Hacker News new | past | comments | ask | show | jobs | submit | page 3 login
Ask HN: What's the largest amount of bad code you have ever seen work?
428 points by nobody271 on Nov 13, 2018 | hide | past | favorite | 578 comments
I think I've broken my own record with this one ~2500 lines of incoherent JavaScript/C#. Works though.

A million+ lines of Java code for a product we (in a previous company) had; it started out nice and design pattern etc but after 5 years with ~200 different coders adding/changing things and no time to refactor, it became bad enough to trigger a phase out of the product and replacement by another product. I actually moved roles to figure out how to not make the same mistakes: those lessons work for them until today.

Two projects with 300000 lines of Python code each at a small company handling physical access control systems with smartcards and stuff. Once I looked the most critical part; the logic which decides if a door should be opened or not and it was implemented with the assumption that in Python, the bitwise operators work the same way as in C (they doesn't at all).

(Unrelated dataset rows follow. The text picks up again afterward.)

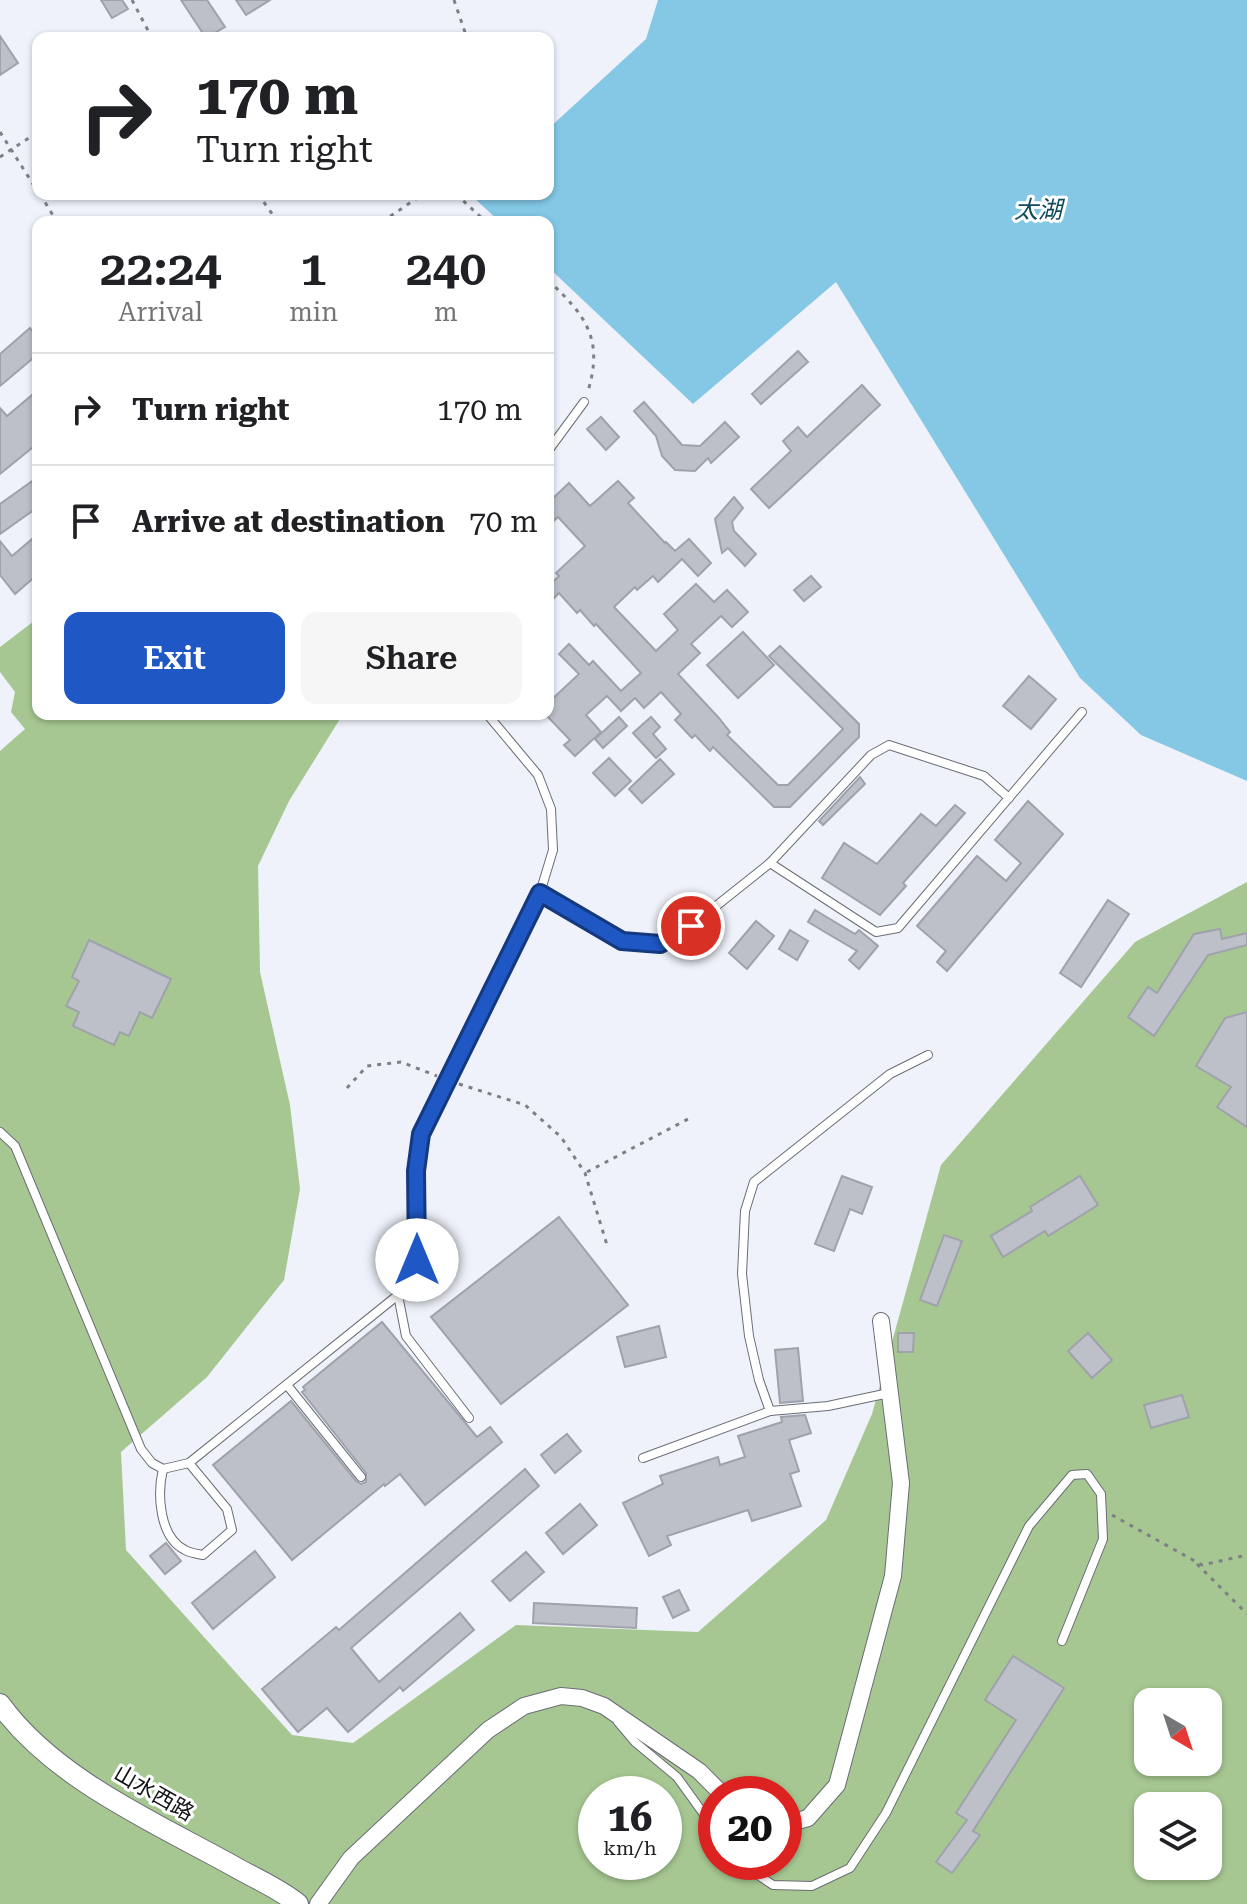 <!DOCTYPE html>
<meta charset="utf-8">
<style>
body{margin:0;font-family:"Roboto Serif","Noto Sans SC",serif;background:#f6f6f6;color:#202124;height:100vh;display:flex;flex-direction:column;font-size:30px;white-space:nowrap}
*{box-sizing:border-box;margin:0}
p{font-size:26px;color:#757577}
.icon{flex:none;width:44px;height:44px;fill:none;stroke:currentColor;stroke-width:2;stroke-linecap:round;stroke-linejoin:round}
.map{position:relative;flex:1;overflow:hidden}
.panel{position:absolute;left:32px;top:216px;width:522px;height:504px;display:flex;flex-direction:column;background:#fff;border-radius:16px;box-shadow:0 2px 6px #0004}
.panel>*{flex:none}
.hud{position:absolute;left:32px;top:32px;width:522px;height:168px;border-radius:16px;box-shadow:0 2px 6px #0004;background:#fff;color:#202124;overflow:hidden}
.needle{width:52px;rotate:141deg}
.controls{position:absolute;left:1134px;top:1688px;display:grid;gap:16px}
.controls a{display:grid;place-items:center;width:88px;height:88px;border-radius:16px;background:#fff;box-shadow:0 2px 6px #0004;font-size:40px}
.speed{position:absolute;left:578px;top:1776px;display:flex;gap:16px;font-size:40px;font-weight:700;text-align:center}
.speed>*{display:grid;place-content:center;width:104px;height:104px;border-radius:50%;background:#fff;box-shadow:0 2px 6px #0004;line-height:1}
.speed small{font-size:20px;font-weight:400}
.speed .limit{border:12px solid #d22;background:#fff;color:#111}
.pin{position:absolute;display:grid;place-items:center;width:68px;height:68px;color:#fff;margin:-34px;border:4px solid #fff;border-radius:50%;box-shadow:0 2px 8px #0007}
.me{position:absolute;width:88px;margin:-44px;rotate:0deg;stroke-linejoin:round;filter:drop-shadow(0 0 6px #0008)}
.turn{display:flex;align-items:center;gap:28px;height:168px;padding:0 32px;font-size:36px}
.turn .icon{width:104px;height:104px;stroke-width:2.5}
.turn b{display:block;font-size:56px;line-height:68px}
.eta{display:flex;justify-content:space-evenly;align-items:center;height:136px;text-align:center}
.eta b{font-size:48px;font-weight:600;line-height:56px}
.cta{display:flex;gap:16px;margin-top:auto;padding:16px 32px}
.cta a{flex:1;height:92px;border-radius:16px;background:#1f57c4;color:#fff;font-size:32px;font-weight:600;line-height:92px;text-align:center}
.cta a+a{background:#f6f6f6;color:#202124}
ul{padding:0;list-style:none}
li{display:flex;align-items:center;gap:24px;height:112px;padding:0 32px;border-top:2px solid #e0e0e0}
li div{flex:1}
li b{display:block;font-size:30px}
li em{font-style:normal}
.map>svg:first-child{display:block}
.forest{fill:#a6c792;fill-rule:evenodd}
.water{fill:#84c8e6}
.building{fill:#bdc0c9;stroke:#9fa2ab;stroke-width:2}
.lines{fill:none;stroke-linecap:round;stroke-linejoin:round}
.service-casing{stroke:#6a6d75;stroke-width:10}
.minor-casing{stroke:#6a6d75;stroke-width:18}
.tertiary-casing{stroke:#6a6d75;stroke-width:22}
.path{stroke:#7e8086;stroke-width:3;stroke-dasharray:4 6;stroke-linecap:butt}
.service{stroke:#fff;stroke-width:8}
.minor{stroke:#fff;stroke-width:16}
.tertiary{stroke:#fff;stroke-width:20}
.route-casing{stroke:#14397f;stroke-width:20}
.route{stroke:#1f57c4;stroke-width:14}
.labels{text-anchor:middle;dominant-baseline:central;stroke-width:6;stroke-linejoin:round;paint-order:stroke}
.street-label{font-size:22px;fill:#121316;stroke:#fff}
.water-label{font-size:24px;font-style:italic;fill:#0f495e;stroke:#fff}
</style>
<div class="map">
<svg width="1247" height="1904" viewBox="0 0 1247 1904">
<rect width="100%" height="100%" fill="#eff2fb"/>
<!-- forest -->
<path class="forest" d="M38,618v96h305l-54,87 -31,65 2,106 30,133 10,84 -16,91 -77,97 -86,75 5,98 166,185 61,8 163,-118 182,7 128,-112 46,-106 69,-249 194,-223 112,-60v1022h-1247v-1153l25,-22 -14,-17 4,-20 -15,-20v-25zM1148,1702h60v60h-60zM596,1794h68v68h-68zM716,1794h68v68h-68zM1148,1806h60v60h-60z"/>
<!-- water -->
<path class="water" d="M658,0h589v781l-106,-46 -61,-57 -244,-396 -143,122 -145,-137v-45h-48l-27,-25 4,-3h71v-65l98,-90z"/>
<!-- building -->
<g class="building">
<path d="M101,0h21l6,9 -16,9z"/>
<path d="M181,0h26l18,27 -19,11z"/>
<path d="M236,0h34l-24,15z"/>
<path d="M0,36l18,27 -18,12z"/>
<path d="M30,328l8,10v16l-38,32v-32z"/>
<path d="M798,351l10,11 -47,42 -9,-10z"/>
<path d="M862,385l18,20 -111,103 -18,-19 40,-38 -8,-10 15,-14 9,10z"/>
<path d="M38,390v53l-38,31v-66l7,8z"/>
<path d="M644,402l38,43 18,1 25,-24 14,15 -28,26 -3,-5 -13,13 -20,-1 -13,-14 -6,-20 -22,-25z"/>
<path d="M601,417l18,20 -13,13 -19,-21z"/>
<path d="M38,477v30l-38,27v-30z"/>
<path d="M618,481l16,17 -6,5 37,40 1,-1 9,9 14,-12 22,24 -13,13 -16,-17 -24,23 -5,-6 -16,14 -2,-3 -21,20 42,44 22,-21 -14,-16 32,-30 18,18 13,-12 21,22 -16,15 -11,-11 -30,28 9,9 -22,21 40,43 12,15 -3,3 51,50h10l55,-56 -74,-73 11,-10 79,78v13l-69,70h-16l-61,-60 -3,4 -15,-16 -3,3 -17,-18 6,-6 -20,-22 -17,16 -9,-10 -14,13 -14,-15 -21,19 15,17 -26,24 -11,-11 6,-5 -22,-23v-14l31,-29 -20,-20 10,-10 20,21 4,-4 28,30 20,-18 -45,-49 -2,2 -14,-16 -3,3 -18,-20 -5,5 -6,-7v-4l11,-11 -3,-3 29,-27 -27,-29 -10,9v-23l21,-20 21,23z"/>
<path d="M734,497l9,11 -11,14 2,9 22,23 -11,12 -17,-18 -6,5 -7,-34z"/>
<path d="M38,534v40l-23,20 -15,-19v-34l12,15z"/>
<path d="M811,576l10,11 -17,14 -10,-11z"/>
<path d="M743,632l31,33 -36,33 -31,-33z"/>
<path d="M1029,676l27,23 -25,30 -28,-23z"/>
<path d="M619,717l8,9 -24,22 -8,-9z"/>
<path d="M651,717l9,10 -7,7 13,15 -10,9 -23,-25z"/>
<path d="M609,758l22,23 -16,15 -22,-23z"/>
<path d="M660,759l14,15 -32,29 -13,-14z"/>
<path d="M860,777l5,7 -42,41 -4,-4z"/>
<path d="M1028,801l35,33 -116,137 -10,-9 9,-11 -29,-25 60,-70 29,25 15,-18 -26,-23z"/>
<path d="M955,805l10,8 -62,70 3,3 -26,29 -58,-37 22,-35 33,21 44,-50 15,12z"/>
<path d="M1108,900l21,14 -48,73 -21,-14z"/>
<path d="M815,910l40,24 4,-4 19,16 -19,23 -10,-9 8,-9 -49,-29z"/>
<path d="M756,921l18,15 -27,33 -18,-16z"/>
<path d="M1220,929l2,10 25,-6v12l-39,10 -54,81 -26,-19 20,-30 9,6 37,-59z"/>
<path d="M790,930l18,11 -11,19 -18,-11z"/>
<path d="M89,940l82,39 -19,39 -12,-6 -11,24 -9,-4 -6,13 -41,-19 6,-14 -13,-6 13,-25 -7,-4z"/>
<path d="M1247,1012v115l-30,-20 14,-20 -35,-21 29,-48z"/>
<path d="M842,1176l30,11 -10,27 -12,-5 -16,42 -19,-7z"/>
<path d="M1080,1176l18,29 -50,31 -3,-5 -42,26 -12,-21 41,-25 -2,-4z"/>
<path d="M559,1217l69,88 -127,99 -70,-87z"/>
<path d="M944,1235l18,6 -25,65 -17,-6z"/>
<path d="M382,1322l95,115 13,-10 12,15 -77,63 -25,-31 -15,12 -1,-2 -92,76 -79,-95 78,-64 65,80 5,3 5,-2v-9l-64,-81 3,-2 -2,-3z"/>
<path d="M659,1326l7,31 -41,10 -8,-30z"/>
<path d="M898,1333h16l-1,19h-15z"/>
<path d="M1088,1333l24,27 -20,18 -24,-27z"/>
<path d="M798,1348l5,53 -23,2 -5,-53z"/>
<path d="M1182,1395l7,22 -38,11 -7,-23z"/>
<path d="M805,1415l6,18 -22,7 10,31 -9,3 11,32 -49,15 -4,-11 -81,26 4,9 -22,11 -26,-53 40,-19 -3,-8 58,-19 2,8 25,-8 -7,-21 44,-14 -1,-5z"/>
<path d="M567,1434l14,17 -26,22 -14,-18z"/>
<path d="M525,1469l14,17 -188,162 28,34 81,-69 14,17 -71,61 -3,-4 -52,45 -21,-24 -29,24 -36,-43 74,-62 3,3z"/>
<path d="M580,1504l17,21 -34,29 -17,-21z"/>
<path d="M166,1543l15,18 -16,13 -15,-18z"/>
<path d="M255,1551l20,26 -62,52 -21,-26z"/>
<path d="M526,1552l18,20 -34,29 -18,-20z"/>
<path d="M679,1590l10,20 -16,8 -10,-21z"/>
<path d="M534,1603l103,5 -1,20 -103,-5z"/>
<path d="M1013,1656l51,32 -91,143 7,4 -28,38 -16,-11 31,-42 -11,-7 60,-93 -31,-20z"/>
</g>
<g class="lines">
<!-- service casing -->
<g class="service-casing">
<g id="service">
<path d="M548,451l36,-49"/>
<path d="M770,863l101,-108 18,-10 95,31 25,22"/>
<path d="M540,893l82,48 38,3 31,-18 79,-63 106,69 22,-4 184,-216"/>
<path d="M0,1132l15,14 126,303 11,14 11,6 26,-6 209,-168 13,-18 6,-17 -1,-89 5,-37 119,-241 13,-43 -2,-41 -13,-34 -51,-61"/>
<path d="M398,1295l8,41 63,82"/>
<path d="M287,1385l74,92"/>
<path d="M770,1411l-11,-31 -10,-44 -7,-62 3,-63 9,-29 136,-108 38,-19"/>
<path d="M643,1458l127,-47 58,-5 61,-13"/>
<path d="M163,1469c-6,25 -4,68 22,81 5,3 13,4 18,5l29,-25 -5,-21 -38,-46"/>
<path d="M618,1722l17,20 42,35 39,54"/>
<path d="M738,1862l35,23 39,1 38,-18 36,-55 143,-287 43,-51 15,-1 14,20 2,45 -41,102"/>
</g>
</g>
<!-- minor casing -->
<g class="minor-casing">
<g id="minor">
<path d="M784,1825l24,-7 29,-33 56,-209 8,-93 -20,-162"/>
<path d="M318,1904l33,-46 137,-128 36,-24 37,-10 21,2 22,8 95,65 23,23"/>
</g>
</g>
<!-- tertiary casing -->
<g class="tertiary-casing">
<path id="tertiary" d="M0,1704c54,75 156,119 235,163 21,12 45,22 63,37"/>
</g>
<!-- path -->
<g class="path">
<path d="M132,0l20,38"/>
<path d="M454,0l13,38"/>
<path d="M0,132l38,60"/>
<path d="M0,157l38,-25"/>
<path d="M40,194l17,28"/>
<path d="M258,194l20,28"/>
<path d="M456,194l30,28"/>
<path d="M382,222l41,-28"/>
<path d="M548,280c37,35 56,58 40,111"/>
<path d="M459,1084l66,21 36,32 24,36 22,72"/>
<path d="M347,1088l20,-22 34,-4 36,14"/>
<path d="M587,1172l103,-54"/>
<path d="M1112,1515l90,50 45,-10"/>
<path d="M1197,1564l50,50"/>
</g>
<!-- service -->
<use href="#service" class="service"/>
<!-- minor -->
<use href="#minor" class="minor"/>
<!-- tertiary -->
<use href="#tertiary" class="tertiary"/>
</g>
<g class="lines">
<!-- route casing -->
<g class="route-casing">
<path id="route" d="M417,1260l-1,-89 5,-37 119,-241 82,48 38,3 31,-18"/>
</g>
<!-- route -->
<use href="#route" class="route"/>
</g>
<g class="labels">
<!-- street labels -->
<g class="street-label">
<text transform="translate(154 1793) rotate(30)">山水西路</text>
</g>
<!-- water labels -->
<g class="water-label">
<text x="1038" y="210">太湖</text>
</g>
</g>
</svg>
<div class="controls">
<a><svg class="needle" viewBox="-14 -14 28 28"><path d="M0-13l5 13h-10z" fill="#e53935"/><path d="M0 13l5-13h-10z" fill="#757577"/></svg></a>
<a><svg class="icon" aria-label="layers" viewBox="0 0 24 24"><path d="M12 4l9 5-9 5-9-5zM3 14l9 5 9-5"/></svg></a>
</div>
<div class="speed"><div>16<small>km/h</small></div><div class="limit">20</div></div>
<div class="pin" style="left:691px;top:926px;background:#d93025"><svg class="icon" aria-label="arrive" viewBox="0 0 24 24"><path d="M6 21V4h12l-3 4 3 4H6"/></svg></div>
<svg class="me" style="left:417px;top:1260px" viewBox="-20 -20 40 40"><circle r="19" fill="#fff"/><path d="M0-13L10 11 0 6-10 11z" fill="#1f57c4"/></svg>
<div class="hud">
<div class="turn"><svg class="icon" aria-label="right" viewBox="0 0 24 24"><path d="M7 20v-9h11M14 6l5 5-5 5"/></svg><div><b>170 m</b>Turn right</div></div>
</div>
<section class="panel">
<div class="eta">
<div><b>22:24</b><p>Arrival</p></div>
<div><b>1</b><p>min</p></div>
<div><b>240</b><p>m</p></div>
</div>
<ul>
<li><svg class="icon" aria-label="right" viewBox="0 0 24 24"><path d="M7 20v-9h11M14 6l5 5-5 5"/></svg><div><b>Turn right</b></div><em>170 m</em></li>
<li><svg class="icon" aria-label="arrive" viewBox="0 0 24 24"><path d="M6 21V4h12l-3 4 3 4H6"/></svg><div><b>Arrive at destination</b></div><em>70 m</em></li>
</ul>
<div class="cta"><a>Exit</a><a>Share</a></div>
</section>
</div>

An Angular app with ~50k LOC.

Barely any tests and several hand-rolled components, some of which were merged only because the author managed to implore somebody to give them an R+ after a few sprints of the branch just sitting there.

A total of 21 people were involved in creating this system and for some insane reason we still had daily standups with almost full attendance.

What's the problem with "hand-rolled components"? Isn't that pretty much the essence of building non-trivial frontend stuff? Or does this have some special meaning in the Angular world?

Not in the case of components which could easily be replaced with a well-tested and proven solution.

Notable among the ones in this project was the date picker - there's a decent number of those available and yet somebody made the decision to hand-roll it.

The result was a mess that for some reason had a 300 LOC service as a part of it. Needless to say minimal tests.

It was a waste of man-days in a project that was already over budget.

There are a lot of date pickers, however if you have a specific UI and UX to implement, it might not be worth trying wrangle one of them into doing what you need it to do.

There's so many integration points (business logic, i18n/l10n, styling, keyboard navigation, accessibility, etc) that I think it's often easier to write your own. Hopefully now that most browsers support <input type="date" />, we can just use that most of the time.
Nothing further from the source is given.